Below are records; count the lines among them that include the string "water", and state only the number.

◆ STUDY MATERIAL:
******************************

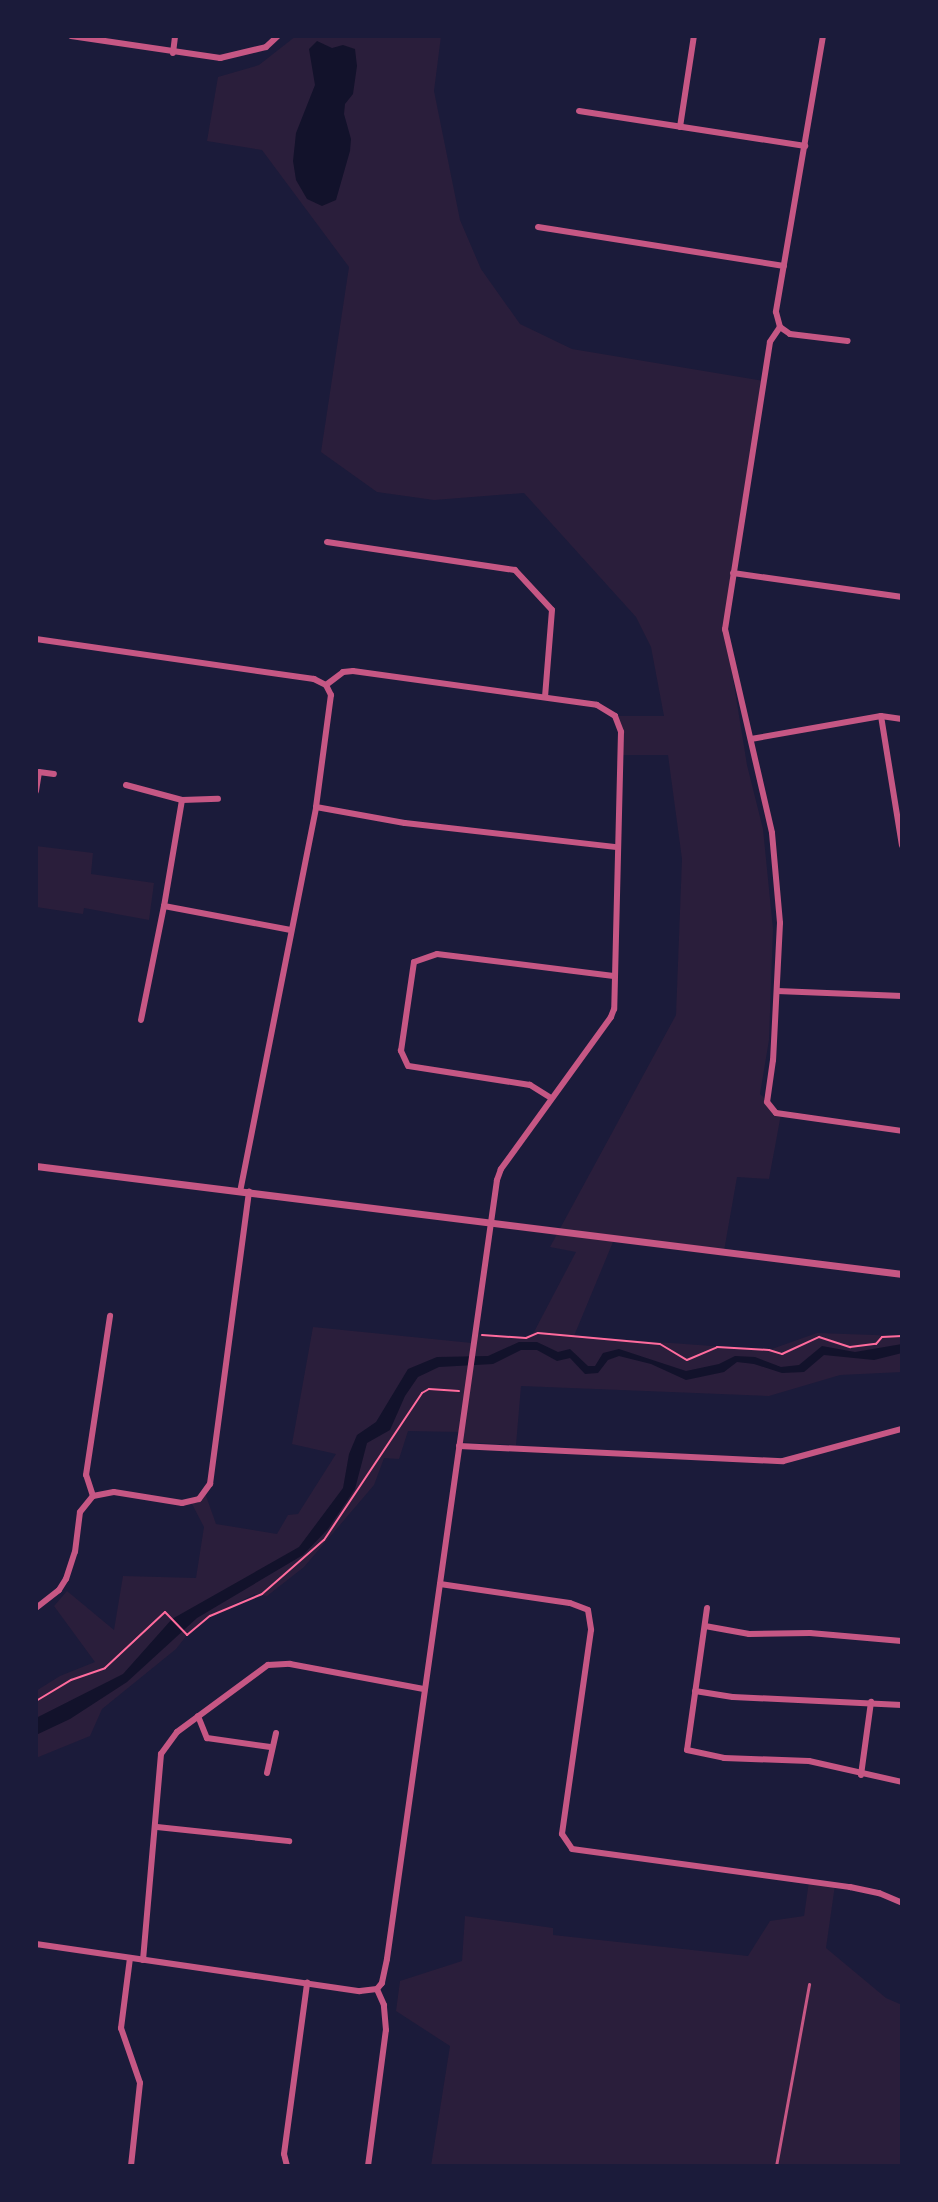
<!DOCTYPE html>
<html>
<head>
<meta charset="utf-8">
<style>
  body { margin:0 }
  #map { position:relative; width:938px; height:2202px; overflow:hidden; background:#1b1b3a; font-family:"Public Sans",sans-serif }
  div>[style] { position:absolute }
  [style*='--x'] { left:calc(var(--x)*1px); top:calc(var(--y)*1px); width:calc(var(--w)*1px); rotate:calc(var(--a)*1deg) }
  .green>* { inset:0; background:#2a1e3b }
  .water>* { inset:0; background:#12122b }
  .path>* { height:2px; margin:-1px; padding:0 1px; transform-origin:1px; border-radius:1px; background:#ff6b9d }
  .service>* { height:3px; margin:-1.5px; padding:0 1.5px; transform-origin:1.5px; border-radius:1.5px; background:#c65784 }
  .minor>* { height:6px; margin:-3px; padding:0 3px; transform-origin:3px; border-radius:3px; background:#c65784 }
  .tertiary>* { height:7px; margin:-3.5px; padding:0 3.5px; transform-origin:3.5px; border-radius:3.5px; background:#c65784 }
  span { translate:-50% -50%; white-space:nowrap; text-align:center; line-height:1.15; -webkit-text-stroke:6px #1b1b3a; paint-order:stroke }
  .frame { position:absolute; inset:0; border:38px solid #1b1b3a; pointer-events:none }
</style>
</head>
<body>
<div id="map">
  <div class="green">
    <div style="clip-path:polygon(296px 36px,441px 36px,434px 91px,460px 220px,481px 269px,520px 324px,572px 349px,764px 381px,725px 629px,747px 765px,763px 829px,773px 929px,769px 1040px,760px 1094px,781px 1114px,769px 1179px,737px 1177px,724px 1251px,615px 1237px,574px 1336px,769px 1350px,817px 1333px,902px 1336px,902px 1372px,840px 1375px,769px 1396px,521px 1386px,516px 1445px,460px 1442px,461px 1432px,408px 1431px,399px 1459px,384px 1458px,374px 1485px,304px 1567px,267px 1596px,255px 1594px,210px 1616px,187px 1635px,176px 1649px,102px 1709px,90px 1736px,36px 1758px,36px 1691px,60px 1676px,95px 1662px,54px 1606px,67px 1591px,114px 1630px,123px 1576px,196px 1578px,204px 1527px,191px 1502px,205px 1493px,216px 1524px,277px 1534px,288px 1515px,298px 1514px,336px 1454px,292px 1444px,313px 1327px,472px 1343px,474px 1334px,526px 1338px,534px 1332px,576px 1252px,550px 1247px,676px 1015px,682px 859px,668px 755px,622px 755px,621px 732px,615px 716px,664px 716px,651px 647px,636px 617px,524px 493px,434px 500px,377px 492px,321px 452px,349px 267px,262px 150px,207px 141px,218px 77px,259px 65px)"></div>
    <div style="clip-path:polygon(36px 846px,93px 853px,91px 874px,154px 883px,149px 920px,84px 908px,83px 914px,36px 907px)"></div>
    <div style="clip-path:polygon(809px 1881px,835px 1885px,826px 1948px,886px 1998px,902px 2005px,902px 2166px,431px 2166px,450px 2046px,396px 2011px,400px 1981px,462px 1961px,465px 1916px,553px 1928px,553px 1935px,748px 1956px,770px 1921px,804px 1916px)"></div>
  </div>
  <div class="water">
    <div style="clip-path:polygon(317px 41px,332px 48px,343px 45px,355px 49px,357px 66px,353px 94px,345px 104px,344px 114px,351px 139px,350px 151px,336px 200px,322px 206px,307px 199px,296px 180px,293px 161px,296px 133px,315px 85px,309px 49px)"></div>
    <div style="clip-path:polygon(519px 1342px,537px 1342px,558px 1352px,570px 1349px,588px 1366px,595px 1366px,603px 1353px,619px 1349px,686px 1371px,719px 1364px,735px 1356px,755px 1357px,781px 1367px,799px 1365px,822px 1346px,855px 1352px,902px 1344px,902px 1353px,874px 1360px,824px 1355px,804px 1372px,782px 1373px,754px 1364px,737px 1362px,724px 1372px,686px 1380px,651px 1364px,619px 1356px,608px 1360px,598px 1373px,585px 1374px,570px 1358px,557px 1361px,537px 1350px,521px 1350px,493px 1364px,439px 1367px,418px 1377px,405px 1396px,390px 1430px,367px 1443px,355px 1489px,328px 1529px,303px 1555px,197px 1618px,127px 1682px,70px 1719px,36px 1735px,36px 1718px,123px 1674px,172px 1619px,299px 1547px,343px 1488px,349px 1454px,357px 1435px,376px 1422px,408px 1369px,437px 1357px,488px 1356px)"></div>
  </div>
  <div class="path">
    <div style="--x:482;--y:1335;--w:44;--a:3.9"></div>
    <div style="--x:526;--y:1338;--w:13;--a:-23"></div>
    <div style="--x:538;--y:1333;--w:122;--a:5.2"></div>
    <div style="--x:660;--y:1344;--w:31;--a:31"></div>
    <div style="--x:687;--y:1360;--w:33;--a:-23"></div>
    <div style="--x:717;--y:1347;--w:52;--a:3.3"></div>
    <div style="--x:769;--y:1350;--w:14;--a:17"></div>
    <div style="--x:782;--y:1354;--w:41;--a:-24.7"></div>
    <div style="--x:819;--y:1337;--w:33;--a:18"></div>
    <div style="--x:850;--y:1347;--w:26;--a:-7"></div>
    <div style="--x:876;--y:1344;--w:9;--a:-49"></div>
    <div style="--x:882;--y:1337;--w:20;--a:-3"></div>
    <div style="--x:36;--y:1701;--w:41;--a:-31"></div>
    <div style="--x:71;--y:1680;--w:36;--a:-19"></div>
    <div style="--x:105;--y:1668;--w:82;--a:-43"></div>
    <div style="--x:165;--y:1612;--w:32;--a:46"></div>
    <div style="--x:187;--y:1635;--w:30;--a:-40"></div>
    <div style="--x:210;--y:1616;--w:56;--a:-22.9"></div>
    <div style="--x:262;--y:1594;--w:82;--a:-41.1"></div>
    <div style="--x:324;--y:1540;--w:177;--a:-56.3"></div>
    <div style="--x:422;--y:1393;--w:8;--a:-30"></div>
    <div style="--x:429;--y:1389;--w:30;--a:4"></div>
  </div>
  <div class="service">
    <div style="--x:776;--y:2166;--w:185;--a:-79.7"></div>
  </div>
  <div class="minor">
    <div style="--x:71;--y:36;--w:151;--a:8.4"></div>
    <div style="--x:220;--y:58;--w:47;--a:-13.4"></div>
    <div style="--x:266;--y:47;--w:16;--a:-43"></div>
    <div style="--x:823;--y:36;--w:280;--a:99.7"></div>
    <div style="--x:776;--y:312;--w:16;--a:75"></div>
    <div style="--x:780;--y:327;--w:18;--a:124"></div>
    <div style="--x:770;--y:342;--w:291;--a:98.9"></div>
    <div style="--x:725;--y:629;--w:209;--a:77"></div>
    <div style="--x:772;--y:833;--w:90;--a:84.9"></div>
    <div style="--x:780;--y:923;--w:137;--a:92.9"></div>
    <div style="--x:773;--y:1060;--w:42;--a:98.1"></div>
    <div style="--x:767;--y:1102;--w:14;--a:51"></div>
    <div style="--x:776;--y:1113;--w:127;--a:8.1"></div>
    <div style="--x:173;--y:53;--w:17;--a:-83"></div>
    <div style="--x:579;--y:111;--w:229;--a:8.8"></div>
    <div style="--x:680;--y:127;--w:92;--a:-81.3"></div>
    <div style="--x:538;--y:227;--w:249;--a:9"></div>
    <div style="--x:780;--y:327;--w:12;--a:35"></div>
    <div style="--x:790;--y:334;--w:58;--a:6.9"></div>
    <div style="--x:327;--y:542;--w:190;--a:8.5"></div>
    <div style="--x:515;--y:570;--w:54;--a:47.2"></div>
    <div style="--x:552;--y:610;--w:87;--a:94.6"></div>
    <div style="--x:733;--y:573;--w:171;--a:8.1"></div>
    <div style="--x:36;--y:639;--w:281;--a:8.2"></div>
    <div style="--x:314;--y:679;--w:13;--a:27"></div>
    <div style="--x:326;--y:685;--w:21;--a:-37"></div>
    <div style="--x:343;--y:672;--w:10;--a:-6"></div>
    <div style="--x:353;--y:671;--w:246;--a:7.9"></div>
    <div style="--x:597;--y:705;--w:21;--a:31"></div>
    <div style="--x:615;--y:716;--w:17;--a:69"></div>
    <div style="--x:621;--y:732;--w:277;--a:91.4"></div>
    <div style="--x:614;--y:1009;--w:9;--a:111"></div>
    <div style="--x:611;--y:1017;--w:188;--a:125.9"></div>
    <div style="--x:501;--y:1169;--w:12;--a:110"></div>
    <div style="--x:497;--y:1180;--w:787;--a:98.04"></div>
    <div style="--x:387;--y:1959;--w:25;--a:102"></div>
    <div style="--x:382;--y:1983;--w:8;--a:130"></div>
    <div style="--x:881;--y:716;--w:131;--a:80.8"></div>
    <div style="--x:751;--y:739;--w:132;--a:-10"></div>
    <div style="--x:881;--y:716;--w:21;--a:8"></div>
    <div style="--x:126;--y:785;--w:58;--a:15"></div>
    <div style="--x:182;--y:800;--w:36;--a:-2"></div>
    <div style="--x:36;--y:791;--w:19;--a:-81"></div>
    <div style="--x:39;--y:772;--w:15;--a:8"></div>
    <div style="--x:182;--y:800;--w:108;--a:99.6"></div>
    <div style="--x:164;--y:906;--w:129;--a:10.7"></div>
    <div style="--x:316;--y:807;--w:90;--a:10.2"></div>
    <div style="--x:405;--y:823;--w:213;--a:6.5"></div>
    <div style="--x:777;--y:991;--w:125;--a:2.3"></div>
    <div style="--x:141;--y:1020;--w:116;--a:-78.6"></div>
    <div style="--x:551;--y:1098;--w:25;--a:-148"></div>
    <div style="--x:530;--y:1085;--w:123;--a:-171.1"></div>
    <div style="--x:408;--y:1066;--w:17;--a:-115"></div>
    <div style="--x:401;--y:1051;--w:90;--a:-81.7"></div>
    <div style="--x:414;--y:962;--w:24;--a:-19"></div>
    <div style="--x:437;--y:954;--w:178;--a:7.1"></div>
    <div style="--x:240;--y:1192;--w:392;--a:-78.8"></div>
    <div style="--x:316;--y:807;--w:113;--a:-82.4"></div>
    <div style="--x:331;--y:695;--w:11;--a:-117"></div>
    <div style="--x:459;--y:1446;--w:324;--a:2.7"></div>
    <div style="--x:783;--y:1461;--w:123;--a:-15.1"></div>
    <div style="--x:93;--y:1496;--w:22;--a:-108"></div>
    <div style="--x:86;--y:1475;--w:161;--a:-81.4"></div>
    <div style="--x:440;--y:1584;--w:131;--a:8.3"></div>
    <div style="--x:570;--y:1603;--w:19;--a:21"></div>
    <div style="--x:588;--y:1610;--w:20;--a:81"></div>
    <div style="--x:591;--y:1630;--w:206;--a:98.1"></div>
    <div style="--x:562;--y:1834;--w:18;--a:56"></div>
    <div style="--x:572;--y:1849;--w:281;--a:7.8"></div>
    <div style="--x:850;--y:1887;--w:30;--a:12"></div>
    <div style="--x:879;--y:1893;--w:25;--a:23"></div>
    <div style="--x:36;--y:1608;--w:29;--a:-38"></div>
    <div style="--x:59;--y:1590;--w:13;--a:-58"></div>
    <div style="--x:66;--y:1579;--w:28;--a:-72"></div>
    <div style="--x:75;--y:1552;--w:40;--a:-82.9"></div>
    <div style="--x:80;--y:1512;--w:21;--a:-51"></div>
    <div style="--x:93;--y:1496;--w:21;--a:-11"></div>
    <div style="--x:114;--y:1492;--w:69;--a:9.2"></div>
    <div style="--x:182;--y:1503;--w:17;--a:-13"></div>
    <div style="--x:199;--y:1499;--w:19;--a:-54"></div>
    <div style="--x:210;--y:1484;--w:295;--a:-82.4"></div>
    <div style="--x:707;--y:1608;--w:143;--a:98"></div>
    <div style="--x:687;--y:1750;--w:38;--a:12"></div>
    <div style="--x:724;--y:1758;--w:85;--a:2"></div>
    <div style="--x:809;--y:1761;--w:95;--a:12.7"></div>
    <div style="--x:705;--y:1626;--w:45;--a:10.3"></div>
    <div style="--x:749;--y:1634;--w:61;--a:-0.9"></div>
    <div style="--x:810;--y:1633;--w:92;--a:5"></div>
    <div style="--x:695;--y:1691;--w:38;--a:9"></div>
    <div style="--x:733;--y:1697;--w:169;--a:2.7"></div>
    <div style="--x:198;--y:1716;--w:24;--a:68"></div>
    <div style="--x:207;--y:1738;--w:64;--a:8.1"></div>
    <div style="--x:267;--y:1773;--w:41;--a:-77.3"></div>
    <div style="--x:861;--y:1775;--w:74;--a:-82.2"></div>
    <div style="--x:157;--y:1827;--w:133;--a:6.1"></div>
    <div style="--x:36;--y:1944;--w:327;--a:8.3"></div>
    <div style="--x:360;--y:1991;--w:17;--a:-7"></div>
    <div style="--x:130;--y:1958;--w:71;--a:97.3"></div>
    <div style="--x:121;--y:2028;--w:58;--a:70.9"></div>
    <div style="--x:140;--y:2083;--w:83;--a:96.2"></div>
    <div style="--x:143;--y:1960;--w:207;--a:-85"></div>
    <div style="--x:161;--y:1754;--w:27;--a:-54"></div>
    <div style="--x:177;--y:1732;--w:113;--a:-36.4"></div>
    <div style="--x:268;--y:1665;--w:22;--a:-3"></div>
    <div style="--x:290;--y:1664;--w:136;--a:10.6"></div>
    <div style="--x:287;--y:2166;--w:12;--a:-104"></div>
    <div style="--x:284;--y:2154;--w:173;--a:-82.3"></div>
    <div style="--x:368;--y:2166;--w:137;--a:-82.5"></div>
    <div style="--x:386;--y:2030;--w:25;--a:-95"></div>
    <div style="--x:384;--y:2005;--w:17;--a:-114"></div>
  </div>
  <div class="tertiary">
    <div style="--x:36;--y:1166;--w:873;--a:7.11"></div>
  </div>
  <div class="frame"></div>
</div>
</body>
</html>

******************************

◆ SOLUTION TO THE EXERCISE: 2